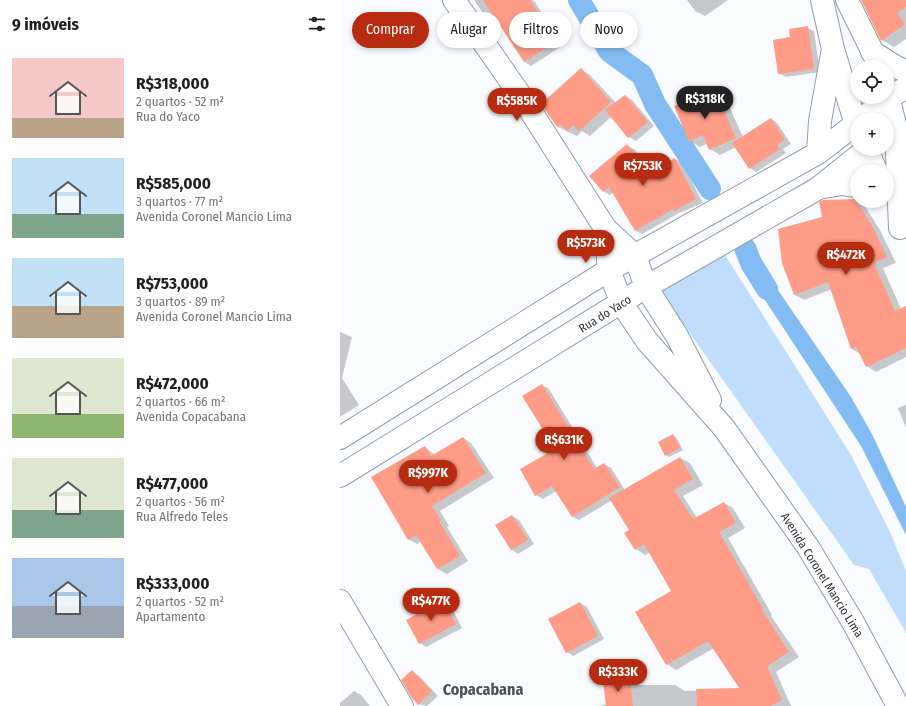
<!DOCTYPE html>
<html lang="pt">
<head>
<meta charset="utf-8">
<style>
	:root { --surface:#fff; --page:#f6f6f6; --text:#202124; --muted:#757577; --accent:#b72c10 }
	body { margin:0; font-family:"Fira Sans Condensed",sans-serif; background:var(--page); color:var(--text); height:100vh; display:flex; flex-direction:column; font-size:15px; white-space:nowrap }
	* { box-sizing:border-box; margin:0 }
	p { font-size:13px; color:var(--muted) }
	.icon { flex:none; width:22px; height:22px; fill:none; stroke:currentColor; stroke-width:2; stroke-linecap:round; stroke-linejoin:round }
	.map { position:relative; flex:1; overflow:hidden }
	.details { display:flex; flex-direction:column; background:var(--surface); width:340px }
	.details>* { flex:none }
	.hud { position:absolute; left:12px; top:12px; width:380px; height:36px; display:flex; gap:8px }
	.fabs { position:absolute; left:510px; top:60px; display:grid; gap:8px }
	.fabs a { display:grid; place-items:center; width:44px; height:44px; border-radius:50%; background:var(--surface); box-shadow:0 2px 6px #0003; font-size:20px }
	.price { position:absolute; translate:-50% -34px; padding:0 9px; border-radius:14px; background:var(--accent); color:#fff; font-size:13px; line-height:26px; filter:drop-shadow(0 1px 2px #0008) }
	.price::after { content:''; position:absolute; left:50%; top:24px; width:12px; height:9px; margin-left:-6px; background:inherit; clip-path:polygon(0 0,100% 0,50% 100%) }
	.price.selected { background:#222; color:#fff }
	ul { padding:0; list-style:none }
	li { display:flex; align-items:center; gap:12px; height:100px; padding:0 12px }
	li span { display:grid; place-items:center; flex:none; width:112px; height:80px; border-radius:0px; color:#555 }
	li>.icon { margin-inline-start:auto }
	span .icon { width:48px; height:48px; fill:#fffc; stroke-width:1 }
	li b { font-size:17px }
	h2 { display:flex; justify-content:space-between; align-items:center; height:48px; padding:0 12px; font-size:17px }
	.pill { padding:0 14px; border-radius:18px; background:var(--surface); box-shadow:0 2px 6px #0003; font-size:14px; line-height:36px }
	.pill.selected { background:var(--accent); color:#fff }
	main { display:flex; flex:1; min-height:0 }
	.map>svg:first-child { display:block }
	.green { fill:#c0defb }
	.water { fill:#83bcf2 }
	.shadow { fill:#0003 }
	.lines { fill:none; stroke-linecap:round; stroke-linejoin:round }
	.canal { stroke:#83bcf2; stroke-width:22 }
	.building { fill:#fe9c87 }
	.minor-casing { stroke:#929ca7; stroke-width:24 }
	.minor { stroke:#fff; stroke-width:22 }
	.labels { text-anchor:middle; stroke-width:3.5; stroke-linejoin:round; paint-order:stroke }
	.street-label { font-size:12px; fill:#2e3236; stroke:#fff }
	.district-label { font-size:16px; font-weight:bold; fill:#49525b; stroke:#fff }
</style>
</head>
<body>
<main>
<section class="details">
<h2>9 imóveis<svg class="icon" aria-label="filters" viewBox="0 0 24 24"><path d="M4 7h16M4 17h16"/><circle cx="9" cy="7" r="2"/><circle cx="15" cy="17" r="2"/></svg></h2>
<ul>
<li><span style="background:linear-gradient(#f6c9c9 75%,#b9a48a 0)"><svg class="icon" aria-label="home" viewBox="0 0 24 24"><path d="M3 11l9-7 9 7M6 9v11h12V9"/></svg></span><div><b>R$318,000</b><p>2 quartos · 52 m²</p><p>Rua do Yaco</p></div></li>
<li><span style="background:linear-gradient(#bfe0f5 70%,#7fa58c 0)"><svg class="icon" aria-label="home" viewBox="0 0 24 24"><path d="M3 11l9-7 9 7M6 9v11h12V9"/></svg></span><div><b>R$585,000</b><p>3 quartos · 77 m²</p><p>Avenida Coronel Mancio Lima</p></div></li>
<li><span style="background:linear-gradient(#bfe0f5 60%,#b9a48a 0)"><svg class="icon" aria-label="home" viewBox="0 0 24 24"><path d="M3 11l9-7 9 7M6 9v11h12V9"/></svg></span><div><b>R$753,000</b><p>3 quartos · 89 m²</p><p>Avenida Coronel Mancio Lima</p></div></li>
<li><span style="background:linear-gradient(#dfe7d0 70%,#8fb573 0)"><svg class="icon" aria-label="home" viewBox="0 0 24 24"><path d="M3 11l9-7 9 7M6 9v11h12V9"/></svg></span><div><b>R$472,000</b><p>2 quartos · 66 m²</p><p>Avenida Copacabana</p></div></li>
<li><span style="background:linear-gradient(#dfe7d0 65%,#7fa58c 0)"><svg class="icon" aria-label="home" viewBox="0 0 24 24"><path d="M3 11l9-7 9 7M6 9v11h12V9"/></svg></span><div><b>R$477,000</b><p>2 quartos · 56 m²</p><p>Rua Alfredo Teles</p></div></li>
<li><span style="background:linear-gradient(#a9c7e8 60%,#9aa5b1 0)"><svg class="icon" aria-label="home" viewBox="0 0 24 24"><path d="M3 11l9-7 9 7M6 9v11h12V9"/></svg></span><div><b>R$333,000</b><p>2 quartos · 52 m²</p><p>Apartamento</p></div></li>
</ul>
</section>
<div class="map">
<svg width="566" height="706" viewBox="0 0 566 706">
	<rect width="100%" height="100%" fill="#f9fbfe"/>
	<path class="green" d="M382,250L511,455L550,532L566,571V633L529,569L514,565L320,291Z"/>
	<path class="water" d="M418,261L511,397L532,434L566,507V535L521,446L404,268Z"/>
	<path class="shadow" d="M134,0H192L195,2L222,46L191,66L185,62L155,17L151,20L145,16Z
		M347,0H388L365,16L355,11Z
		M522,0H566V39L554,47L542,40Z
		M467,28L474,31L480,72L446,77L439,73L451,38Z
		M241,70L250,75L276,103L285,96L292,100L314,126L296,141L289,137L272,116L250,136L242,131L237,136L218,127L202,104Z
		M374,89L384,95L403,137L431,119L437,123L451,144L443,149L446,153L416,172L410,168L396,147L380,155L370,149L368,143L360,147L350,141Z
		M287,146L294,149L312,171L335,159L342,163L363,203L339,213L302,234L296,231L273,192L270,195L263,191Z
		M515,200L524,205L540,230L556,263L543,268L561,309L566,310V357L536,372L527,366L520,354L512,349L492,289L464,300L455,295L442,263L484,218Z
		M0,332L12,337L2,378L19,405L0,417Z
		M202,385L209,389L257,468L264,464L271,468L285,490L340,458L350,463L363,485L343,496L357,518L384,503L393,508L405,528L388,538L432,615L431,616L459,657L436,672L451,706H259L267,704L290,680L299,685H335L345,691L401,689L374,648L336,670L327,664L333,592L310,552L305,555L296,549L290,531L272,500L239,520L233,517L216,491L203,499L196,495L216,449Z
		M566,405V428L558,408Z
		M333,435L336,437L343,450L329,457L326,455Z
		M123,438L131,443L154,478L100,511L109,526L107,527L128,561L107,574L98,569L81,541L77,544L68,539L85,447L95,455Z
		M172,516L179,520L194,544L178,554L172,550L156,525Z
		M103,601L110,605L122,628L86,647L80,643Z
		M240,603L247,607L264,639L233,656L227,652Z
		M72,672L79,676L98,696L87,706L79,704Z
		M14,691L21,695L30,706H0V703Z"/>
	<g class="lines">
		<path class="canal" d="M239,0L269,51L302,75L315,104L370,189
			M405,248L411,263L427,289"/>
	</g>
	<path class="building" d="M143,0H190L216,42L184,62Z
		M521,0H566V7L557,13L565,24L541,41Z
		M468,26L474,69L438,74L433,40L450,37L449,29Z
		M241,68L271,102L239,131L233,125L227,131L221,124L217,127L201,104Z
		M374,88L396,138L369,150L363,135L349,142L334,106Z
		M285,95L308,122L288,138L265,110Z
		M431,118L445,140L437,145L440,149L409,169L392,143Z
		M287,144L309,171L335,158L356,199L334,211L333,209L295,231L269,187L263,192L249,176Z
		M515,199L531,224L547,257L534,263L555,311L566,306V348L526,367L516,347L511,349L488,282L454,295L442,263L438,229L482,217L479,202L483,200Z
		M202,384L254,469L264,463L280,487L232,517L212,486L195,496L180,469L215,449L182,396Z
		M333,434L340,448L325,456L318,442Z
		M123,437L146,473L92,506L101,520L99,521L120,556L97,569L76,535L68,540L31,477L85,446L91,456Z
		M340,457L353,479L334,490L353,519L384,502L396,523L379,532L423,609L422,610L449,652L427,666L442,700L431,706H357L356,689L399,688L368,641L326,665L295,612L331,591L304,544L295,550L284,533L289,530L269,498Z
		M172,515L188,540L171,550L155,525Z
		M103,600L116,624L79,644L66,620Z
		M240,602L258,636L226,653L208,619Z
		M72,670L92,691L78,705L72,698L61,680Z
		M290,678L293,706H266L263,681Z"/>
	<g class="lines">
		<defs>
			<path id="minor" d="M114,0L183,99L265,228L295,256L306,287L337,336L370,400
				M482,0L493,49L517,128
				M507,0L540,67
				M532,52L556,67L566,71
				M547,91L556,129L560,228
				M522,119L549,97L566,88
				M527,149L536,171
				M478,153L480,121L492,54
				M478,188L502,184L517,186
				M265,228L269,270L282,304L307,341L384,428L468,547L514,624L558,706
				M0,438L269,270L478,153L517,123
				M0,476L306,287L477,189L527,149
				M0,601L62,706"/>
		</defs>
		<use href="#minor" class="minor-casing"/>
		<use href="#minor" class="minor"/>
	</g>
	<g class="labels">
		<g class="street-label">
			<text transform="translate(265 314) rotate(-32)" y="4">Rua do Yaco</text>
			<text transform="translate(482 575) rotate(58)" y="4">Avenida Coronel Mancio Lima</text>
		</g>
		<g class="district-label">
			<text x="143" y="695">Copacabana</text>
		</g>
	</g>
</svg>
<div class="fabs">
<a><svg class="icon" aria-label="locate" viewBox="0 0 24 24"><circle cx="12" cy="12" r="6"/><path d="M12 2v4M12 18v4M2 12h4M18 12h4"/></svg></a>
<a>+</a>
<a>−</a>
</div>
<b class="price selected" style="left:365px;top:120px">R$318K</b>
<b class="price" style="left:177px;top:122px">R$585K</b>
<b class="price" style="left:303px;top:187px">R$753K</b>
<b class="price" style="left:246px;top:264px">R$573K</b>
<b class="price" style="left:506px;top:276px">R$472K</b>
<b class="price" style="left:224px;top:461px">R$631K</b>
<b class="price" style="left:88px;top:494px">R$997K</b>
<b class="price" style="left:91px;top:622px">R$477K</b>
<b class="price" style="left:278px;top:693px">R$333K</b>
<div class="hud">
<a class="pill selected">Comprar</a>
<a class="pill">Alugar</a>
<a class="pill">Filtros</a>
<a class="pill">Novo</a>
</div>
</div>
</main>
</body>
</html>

**ASSIGNMENT**: Could you return exactly the lines above from the line with "background:var(--page); color:var(--text); height:100vh;" to the line with "display:grid; place-items:center; width:44px;", both included, and nothing else?

**RESULT OF THE EXERCISE**:
	body { margin:0; font-family:"Fira Sans Condensed",sans-serif; background:var(--page); color:var(--text); height:100vh; display:flex; flex-direction:column; font-size:15px; white-space:nowrap }
	* { box-sizing:border-box; margin:0 }
	p { font-size:13px; color:var(--muted) }
	.icon { flex:none; width:22px; height:22px; fill:none; stroke:currentColor; stroke-width:2; stroke-linecap:round; stroke-linejoin:round }
	.map { position:relative; flex:1; overflow:hidden }
	.details { display:flex; flex-direction:column; background:var(--surface); width:340px }
	.details>* { flex:none }
	.hud { position:absolute; left:12px; top:12px; width:380px; height:36px; display:flex; gap:8px }
	.fabs { position:absolute; left:510px; top:60px; display:grid; gap:8px }
	.fabs a { display:grid; place-items:center; width:44px; height:44px; border-radius:50%; background:var(--surface); box-shadow:0 2px 6px #0003; font-size:20px }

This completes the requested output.